Tougeron David, Savoye Guillaume, Savoye-Collet Céline, Koning Edith, Michot Francis, Lerebours Eric
Department of Gastroenterology and Hepatology, ADEN EA 4311, Rouen University Hospital C Nicolle, 1 rue de Germont, 76031, Rouen, France.
Dig Dis Sci. 2009 Aug;54(8):1746-52. doi: 10.1007/s10620-008-0545-y. Epub 2008 Nov 12.
Perianal fistulizing Crohn's disease (PFCD) treatment is based on fistula drainage, antibiotics, immunosuppressant (IS) drugs, and infliximab. Our aim was to study the effectiveness of combination therapy on PFCD and to search for clinical or imaging features associated with the initial complete clinical response and its stability overtime.
All patients with PFCD treated in our tertiary center between 2000 and 2005 by infliximab in combination with seton placement and/or IS and evaluated by MRI before treatment were included in the study. Basal clinical and MRI characteristics were recorded. Response to treatment was evaluated after the infliximab induction regiment and at the end of the follow-up.
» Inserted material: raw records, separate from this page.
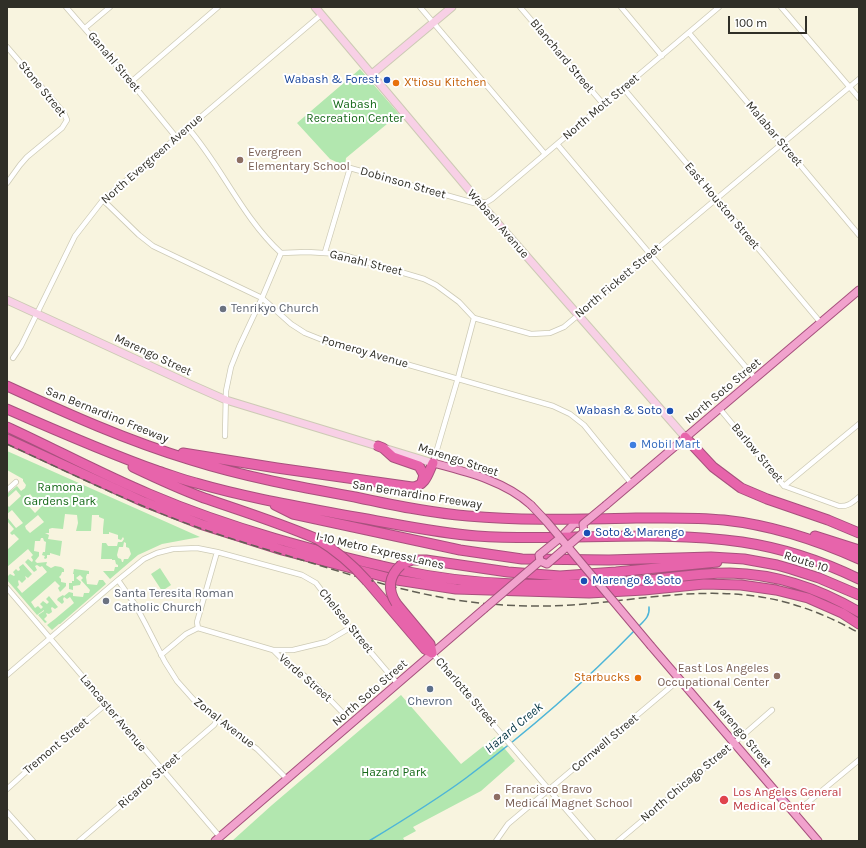 <!DOCTYPE html>
<html>
<head>
<meta charset="utf-8">
<style>
	body { margin:0 }
	#map { position:relative; width:866px; height:848px; overflow:hidden; background:#f8f4df; font-family:Karla,sans-serif }
	canvas { display:block }
	.frame { position:absolute; inset:0; border:8px solid #302f27; pointer-events:none }
	.scale { position:absolute; left:728px; top:16px; width:79px; height:18px; box-sizing:border-box; border:2px solid #302f27; border-top:0; padding-left:5px; font-size:12px; line-height:14px; white-space:nowrap; color:#302f27; -webkit-text-stroke:3px #fff; paint-order:stroke }
</style>
</head>
<body>
<div id="map">
<canvas width="866" height="848"></canvas>
<div class="frame"></div>
<div class="scale">100 m</div>
</div>
<script>
const context = document.querySelector('canvas').getContext('2d');
context.lineJoin = 'round';
function fill(path, color) {
  context.fillStyle = color;
  context.fill(path, 'evenodd');
}
function stroke(path, color, width, dash) {
  context.strokeStyle = color;
  context.lineWidth = width;
  context.lineCap = dash ? 'butt' : 'round';
  context.setLineDash(dash || []);
  context.stroke(path);
}
function drawText(font, color, halo, rows, align = 'center') {
  context.font = font + ' Karla,sans-serif';
  context.lineWidth = 4;
  context.setLineDash([]);
  context.textBaseline = 'middle';
  context.strokeStyle = halo;
  context.fillStyle = color;
  for (const [text, x, y, turn = 0] of rows) {
    context.save();
    context.translate(x, y);
    context.rotate((+turn || 0) * Math.PI / 180);
    context.textAlign = isNaN(turn) ? turn : align;
    if (halo) context.strokeText(text, 0, 0);
    context.fillText(text, 0, 0);
    context.restore();
  }
}
const green = new Path2D(`
	M360,69L399,114L346,158L345,166L330,159L297,123Z
	M7,451L200,537L162,544L138,555L110,579L103,571H114L115,567H118V565L116,564L115,560H112V559H101L102,543H106L108,546H117L118,542H122L124,539L123,537L121,540L118,539V535L109,532V534H103V529L104,519L99,517V515H92L91,531H76L78,523L77,515L65,514L63,529L52,528L49,529V533H45L49,535L48,539L62,541L60,556L50,553V555H47V558L45,559L44,558L45,556L42,555L43,552H45L46,542L44,541L43,538H41L40,541H35L34,551L39,552V556L35,561L37,563L47,562L46,565L51,568L55,566L61,567L64,569V572H62L61,575L59,577L61,579V582L66,583V586L60,592L58,588L60,586L55,581L31,602L35,608L38,606L41,609L43,607L40,604L43,601L47,604L49,602L46,599L49,596L58,607L55,609L52,607L51,608L52,612L49,614L46,613L47,616L44,619L47,622L45,623L38,615L44,611V610L37,615L7,580V575L8,576L10,574L14,576L15,575L13,572L16,569L18,571L20,570L19,567L23,564L32,574L28,578L25,576L26,579L22,583L19,580L18,581L19,585L17,587L22,593L47,572L42,566L40,567L37,565L35,566L37,570L34,572L25,562L28,559L32,562L33,560L31,557L33,555L28,549L7,567V550L19,539L14,534L12,535L10,533L14,529L7,521V517L16,528L23,523L12,510L7,514V505L9,507L21,496L16,490L7,498V494L17,486L21,491L25,488L26,485L23,481V479L7,470ZM30,494L41,507L35,513L23,500ZM38,515L44,522L30,533L26,529L25,526ZM124,542L126,543V547L129,548L131,554L128,559H124L123,562H122L121,559L118,558L117,555L119,547H123Z
	M160,568L171,585L162,591L151,574Z
	M74,569L89,571V574H87L86,577L87,584L97,585L99,580H103L106,584L60,624H59L52,630L47,625L55,619L58,623L55,619L74,603L70,597L67,599L64,597L63,599L64,602L62,604L57,600L58,598L63,595L64,596L69,592L73,593V596L83,597L84,593H89L90,590L81,580L83,578L80,575L76,578L81,582L80,585L73,586V590L69,589V583H72V581H74V574H73Z
	M401,695L461,764L495,737L515,761L481,791L413,827L416,831L403,838L405,841H232L272,805Z`);
const stream = new Path2D(`
	M639,626C645,620 650,616 649,607
	M369,841C402,821 435,801 466,778C526,733 583,684 635,630`);
const street = new Path2D(`
	M66,7L131,82L176,137
	M420,7L545,154
	M520,7L604,105
	M621,7L662,56
	M781,7L859,98
	M85,28L110,7
	M689,33L859,235
	M7,47L64,113L67,120L62,128L27,157L20,165L7,183
	M131,82L218,7
	M624,89L821,323
	M188,128C222,167 242,217 281,253L307,252L340,254L424,279L436,285L459,302L474,318L531,334L550,333L564,327L859,79
	M557,144L755,378
	M103,200L139,235L153,246L262,298L291,324L305,333L325,341L553,406L570,414L584,425L631,483
	M325,252L350,168L474,203L487,202L492,199L719,7
	M13,358L21,346L75,236L103,200L322,14
	M719,408L784,486L839,506C848,507 853,502 859,497
	M225,436L226,391L231,367L239,347L262,298L281,253
	M433,463L458,378L474,318
	M784,486L859,424
	M7,490L16,482
	M118,580L136,606L145,623L165,662L177,681L193,699L217,720L257,749L287,779
	M7,588L220,837
	M198,628L273,650L282,659L314,683L341,711
	M273,650H293L326,642L350,628
	M432,653L593,841
	M161,655L186,634L198,628L197,622L217,552
	M7,675L118,580L144,559L157,553L173,549L197,548L217,552L302,575L316,583L350,628L397,683
	M7,789L28,770L106,704
	M7,812L33,841
	M795,813L859,760
	M79,841L214,725L217,720
	M496,841L508,824L680,679
	M618,841L725,751L772,710`);
const secondary = new Path2D(`
	M315,7L480,203L685,437
	M372,74L452,7
	M7,300L192,385L226,400L433,463`);
const primary = new Path2D(`
	M433,463C467,472 505,481 531,505
	M606,505L859,290
	M560,538L575,523L583,524
	M651,646L818,841
	M215,841L484,609`);
const highway = new Path2D(`
	M7,386C68,414 128,441 191,460C245,477 300,487 355,497C392,505 430,513 468,516C524,521 580,519 636,518C665,518 694,517 724,520C770,525 817,540 859,559
	M7,409C57,431 107,453 158,471C171,475 183,480 196,483C248,498 302,507 355,517C396,524 436,533 477,536C564,542 655,529 742,542C782,548 822,561 859,579
	M7,427C55,449 101,474 149,494C231,529 318,552 404,571C473,586 545,586 615,583C653,581 691,573 730,573C775,574 820,589 859,612
	M685,437L713,467L741,488L767,499L828,520L859,533
	M7,439L144,502L200,524L282,550L397,580L456,589L589,593L644,590L704,584L741,585L776,590L808,598L842,613L859,624
	M378,446L383,448L393,457L419,466L424,475L422,482
	M183,453L277,468L412,487C426,486 428,473 433,463
	M133,467C156,478 180,489 204,498C242,511 280,523 317,539
	M275,505L293,514L460,550L522,559L609,560L711,557L744,559L777,565L791,569L819,578L859,595
	M815,536L859,550
	M401,565L412,560H426L508,572L560,576L616,572L717,562
	M367,581L425,649L432,653
	M396,603L430,644L432,653`);
const rail = new Path2D(`
	M7,444C68,472 128,502 191,525C233,540 276,552 318,565C371,581 424,597 479,603C510,606 541,607 572,605C630,601 688,589 746,595C786,599 824,613 859,633`);
const primaryBridge = new Path2D(`
	M531,505L547,522L651,646
	M540,561L547,564L584,532L583,524L606,505
	M540,561L539,555L560,538
	M484,609L540,561`);
const highwayBridge = new Path2D(`
	M317,539C337,551 352,564 367,581
	M396,603C387,589 389,576 401,565`);
const markers = [
	[387,80,4,"#1a4fb4"],
	[396,83,4,"#e8710a"],
	[240,160,4,"#8d6e63"],
	[223,309,4,"#6b7280"],
	[670,411,4,"#1a4fb4"],
	[633,445,4,"#3f7fe0"],
	[587,533,4,"#1a4fb4"],
	[584,581,4,"#1a4fb4"],
	[106,601,4,"#6b7280"],
	[777,676,4,"#8d6e63"],
	[638,678,4,"#e8710a"],
	[430,689,4,"#5c6f8a"],
	[497,797,4,"#8d6e63"],
	[724,800,5,"#e0444e"]
];
const streetNames = [
	["Blanchard Street",562,56,50],
	["Ganahl Street",114,62,50],
	["Stone Street",42,89,51],
	["North Mott Street",601,107,-40],
	["Malabar Street",774,134,50],
	["North Evergreen Avenue",152,159,-41],
	["Dobinson Street",403,183,16],
	["East Houston Street",722,206,50],
	["Wabash Avenue",498,224,49],
	["Ganahl Street",366,263,14],
	["North Fickett Street",618,281,-40],
	["Pomeroy Avenue",365,352,16],
	["Marengo Street",153,355,25],
	["North Soto Street",723,391,-40],
	["San Bernardino Freeway",107,415,22],
	["Barlow Street",757,453,50],
	["Marengo Street",458,460,18],
	["San Bernardino Freeway",417,495,9],
	["I-10 Metro ExpressLanes",380,551,13],
	["Route 10",806,562,18],
	["Chelsea Street",346,621,51],
	["Verde Street",305,678,41],
	["Charlotte Street",466,692,49],
	["North Soto Street",370,693,-41],
	["Lancaster Avenue",113,713,50],
	["Zonal Avenue",224,723,38],
	["Marengo Street",742,734,50],
	["Cornwell Street",605,743,-40],
	["Tremont Street",56,746,-40],
	["Ricardo Street",149,781,-41],
	["North Chicago Street",686,783,-40]
];
const transitNames = [
	["Wabash & Forest",379,80],
	["Wabash & Soto",662,411],
	["Soto & Marengo",595,533,"left"],
	["Marengo & Soto",592,581,"left"]
];
const foodNames = [
	["X'tiosu Kitchen",404,83],
	["Starbucks",630,678,"right"]
];
const parkNames = [
	["Wabash",355,105],
	["Recreation Center",355,119],
	["Ramona",60,488],
	["Gardens Park",60,502],
	["Hazard Park",394,773]
];
const educationNames = [
	["Evergreen",248,153],
	["Elementary School",248,167],
	["East Los Angeles",769,669,"right"],
	["Occupational Center",769,683,"right"],
	["Francisco Bravo",505,790],
	["Medical Magnet School",505,804]
];
const worshipNames = [
	["Tenrikyo Church",231,309],
	["Santa Teresita Roman",114,594],
	["Catholic Church",114,608]
];
const shopNames = [
	["Mobil Mart",641,445]
];
const serviceNames = [
	["Chevron",430,702]
];
const healthNames = [
	["Los Angeles General",733,793],
	["Medical Center",733,807]
];
const waterNames = [
	["Hazard Creek",514,728,-40]
];
fill(green, '#b2e7af');
stroke(stream, '#4db5d8', 1.5);
stroke(street, '#cdcab5', 6);
stroke(secondary, '#cdcab5', 9);
stroke(primary, '#a7517d', 9);
stroke(highway, '#a7517d', 11);
stroke(street, '#fff', 4.5);
stroke(secondary, '#f8d0e6', 7);
stroke(primary, '#f1a2cd', 7);
stroke(highway, '#e764ab', 9);
stroke(rail, '#615f54', 1.5, [8, 4]);
stroke(primaryBridge, '#a7517d', 9, []);
stroke(highwayBridge, '#a7517d', 11, []);
stroke(primaryBridge, '#f1a2cd', 7);
stroke(highwayBridge, '#e764ab', 9);
for (const [x, y, r, color] of markers) {
  const dot = new Path2D();
  dot.arc(x, y, r, 0, 2 * Math.PI);
  context.fillStyle = color;
  context.fill(dot);
  stroke(dot, '#fff', 1.5);
}
drawText('12px', '#302f27', '#fff', streetNames);
drawText('12px', '#164399', '#fff', transitNames, 'right');
drawText('12px', '#c56008', '#fff', foodNames, 'left');
drawText('12px', '#146817', '#fff', parkNames);
drawText('12px', '#785e54', '#fff', educationNames, 'left');
drawText('12px', '#5b616d', '#fff', worshipNames, 'left');
drawText('12px', '#366cbe', '#fff', shopNames, 'left');
drawText('12px', '#4e5e75', '#fff', serviceNames);
drawText('12px', '#be3a42', '#fff', healthNames, 'left');
drawText('italic 13px', '#043544', '#fff', waterNames);
</script>
</body>
</html>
Twenty-six patients were included and followed-up for an average 4.9 years. A complex fistula was present in 69% (18/26 patients) of cases and eight (8/26 patients) had an ano-vaginal fistula. After infliximab induction therapy, 13 patients (50%) achieved a complete clinical response. The initial clinical response was significantly associated with the absence of both, active intestinal disease (54% vs. 8%, P = 0.03) and active proctitis (77% vs. 23%, P = 0.01). No initial MRI characteristics were linked to the initial response. In multivariate analysis, only the presence of active proctitis was associated with the lack of response (P = 0.047). At the end of the follow-up, 42% of the patients remained in clinical remission. No clinical characteristics were associated to sustained response when among long-standing responders two exhibited a normal post-treatment MRI.
An initial complete response of PFCD was observed in half of the patients after combined therapy including infliximab that decreased to 42% later on. Complete healing of fistulas on MRI was possible but unusual. The initial response seemed related to the absence of active intestinal disease, especially in the rectum, when the long-term response could not be predicted by the basal characteristics of patients.
肛周瘘管性克罗恩病(PFCD)的治疗基于瘘管引流、抗生素、免疫抑制剂(IS)药物和英夫利昔单抗。我们的目的是研究联合治疗对PFCD的有效性,并寻找与初始完全临床缓解及其长期稳定性相关的临床或影像学特征。
纳入2000年至2005年在我们三级中心接受英夫利昔单抗联合挂线置入和/或IS治疗且治疗前接受MRI评估的所有PFCD患者。记录基础临床和MRI特征。在英夫利昔单抗诱导治疗后及随访结束时评估治疗反应。
纳入26例患者,平均随访4.9年。69%(18/26例患者)存在复杂瘘管,8例(8/26例患者)有肛门阴道瘘。英夫利昔单抗诱导治疗后,13例患者(50%)实现完全临床缓解。初始临床缓解与无活动性肠道疾病(54%对8%,P = 0.03)和无活动性直肠炎(77%对23%,P = 0.01)均显著相关。初始MRI特征与初始反应无关。多因素分析中,仅存在活动性直肠炎与无反应相关(P = 0.047)。随访结束时,42%的患者保持临床缓解。在长期缓解者中,当有2例治疗后MRI正常时,无临床特征与持续缓解相关。
在包括英夫利昔单抗的联合治疗后,一半的PFCD患者观察到初始完全缓解,之后降至42%。瘘管在MRI上完全愈合是可能的,但不常见。初始反应似乎与无活动性肠道疾病有关,尤其是在直肠,而患者的基础特征无法预测长期反应。